Trochę weny twórczej, i jak poczytacie parę opinii to wyjazdy może być udany. Hotel miły jak się w nim śpi. Goście którzy wyjeżdżali jak my przyjechaliśmy skarżyli się na basen. Ja osobiście nie widziałam w nim nic złego. Pokój jeśli dopłacimy będzie miał klimę ( my tak zrobiliśmy ). Meble nie pierwszej nowości. Nie były jakoś szczególnie zniszczone. Udało nam się zobaczyć w ogrodzie parę Kolibrów, dalej od hotelu imponujące jaszczurki. Okolica nie nadaje się dla amatorów nocnych zabaw. Jeśli nie wypożyczacie czterech kółek to warto wziąć taksówkę. Jest naprawdę tania.
Jeżeli ktoś nie pamięta wczasów FWP to warto pojechać. Zapach w pokoju jak w dzieciństwie, pościel też szarawa. Kucharz powinien być ukarany za marnowanie produktów, zrobić niejadalne kurczaki to sztuka. Personel poza recepcją życzliwy. W all. incl. dają "wino", kto chce niech pije. Miejscowe drinki smaczne i sympatycznie serwowane.
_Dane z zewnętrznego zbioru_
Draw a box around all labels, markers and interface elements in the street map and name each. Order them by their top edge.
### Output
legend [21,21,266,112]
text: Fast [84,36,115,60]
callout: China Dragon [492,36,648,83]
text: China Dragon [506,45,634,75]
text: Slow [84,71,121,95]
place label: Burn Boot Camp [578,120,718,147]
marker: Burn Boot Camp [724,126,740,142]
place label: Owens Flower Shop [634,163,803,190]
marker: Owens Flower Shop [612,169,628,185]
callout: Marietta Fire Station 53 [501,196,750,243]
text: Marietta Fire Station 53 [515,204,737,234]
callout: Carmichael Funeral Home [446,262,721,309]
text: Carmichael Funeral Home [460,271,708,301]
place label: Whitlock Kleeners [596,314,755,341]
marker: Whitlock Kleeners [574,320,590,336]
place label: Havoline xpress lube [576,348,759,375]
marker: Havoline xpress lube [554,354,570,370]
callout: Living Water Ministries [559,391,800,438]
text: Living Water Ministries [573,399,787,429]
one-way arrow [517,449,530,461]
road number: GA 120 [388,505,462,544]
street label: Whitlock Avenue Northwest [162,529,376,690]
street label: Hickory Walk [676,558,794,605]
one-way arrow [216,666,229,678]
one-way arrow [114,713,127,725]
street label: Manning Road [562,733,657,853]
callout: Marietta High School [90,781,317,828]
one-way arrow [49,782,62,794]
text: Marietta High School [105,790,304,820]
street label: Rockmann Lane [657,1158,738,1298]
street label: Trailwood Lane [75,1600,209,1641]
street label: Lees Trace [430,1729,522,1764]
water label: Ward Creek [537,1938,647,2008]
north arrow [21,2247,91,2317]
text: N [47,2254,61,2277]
W sklepiku można kupić wina z Chile, ale ceny 2x jak u Nas. Żeby wszystkiego nie krytykować-pogoda i plaża rekompensują wszystko. Niedaleko hotelu piękna, piaszczysta, przy hotelu dużo kamieni, warto mieć buty.
W pierwszej chwili szok - jakie 4* - co najwyżej trzy... Posiłki mało urozmaicone, śniadania najgorsze. Po drugim dniu dochodzimy do wniosku, że w pokojach się tylko śpi, więc są ok. Plaża hotelowa jest ok, ale można się przejść za górę na pobliską publiczną plaże - rewelacja - tafla wody, super dojście do skałek, pyszne pierogi (za 2-2,5 boliwara) robione przez miejscową babcię... Jak ktoś chce poszaleć to przy plaży hotelowej przypływają ze skuterami - super zabawa. Jedyny minus to problemy z wodą - co było widoczne w basenie hotelowym, pod koniec pobytu nie dało się prawie pływać. Pomimo wszystko Margarita jest nie do zapomnienia, można wypożyczyć samochód i ją zwiedzić. Polecam wyspę i hotel, ale nie jeśli ktoś oczekuje luksusów...
Hotel posiada ładną plażę według mnie jedną z najlepszych na wyspie, obsługa hotelu też jest super. Trochę zimna woda w morzu ok. 21 stopni, ale w basenie już ok. Jednocześnie polecam wycieczki z Triadą do Wenezueli, pomimo różnych komentarzy, które wcześniej czytałem organizacja była bardzo dobra, żadnych niemiłych niespodzianek.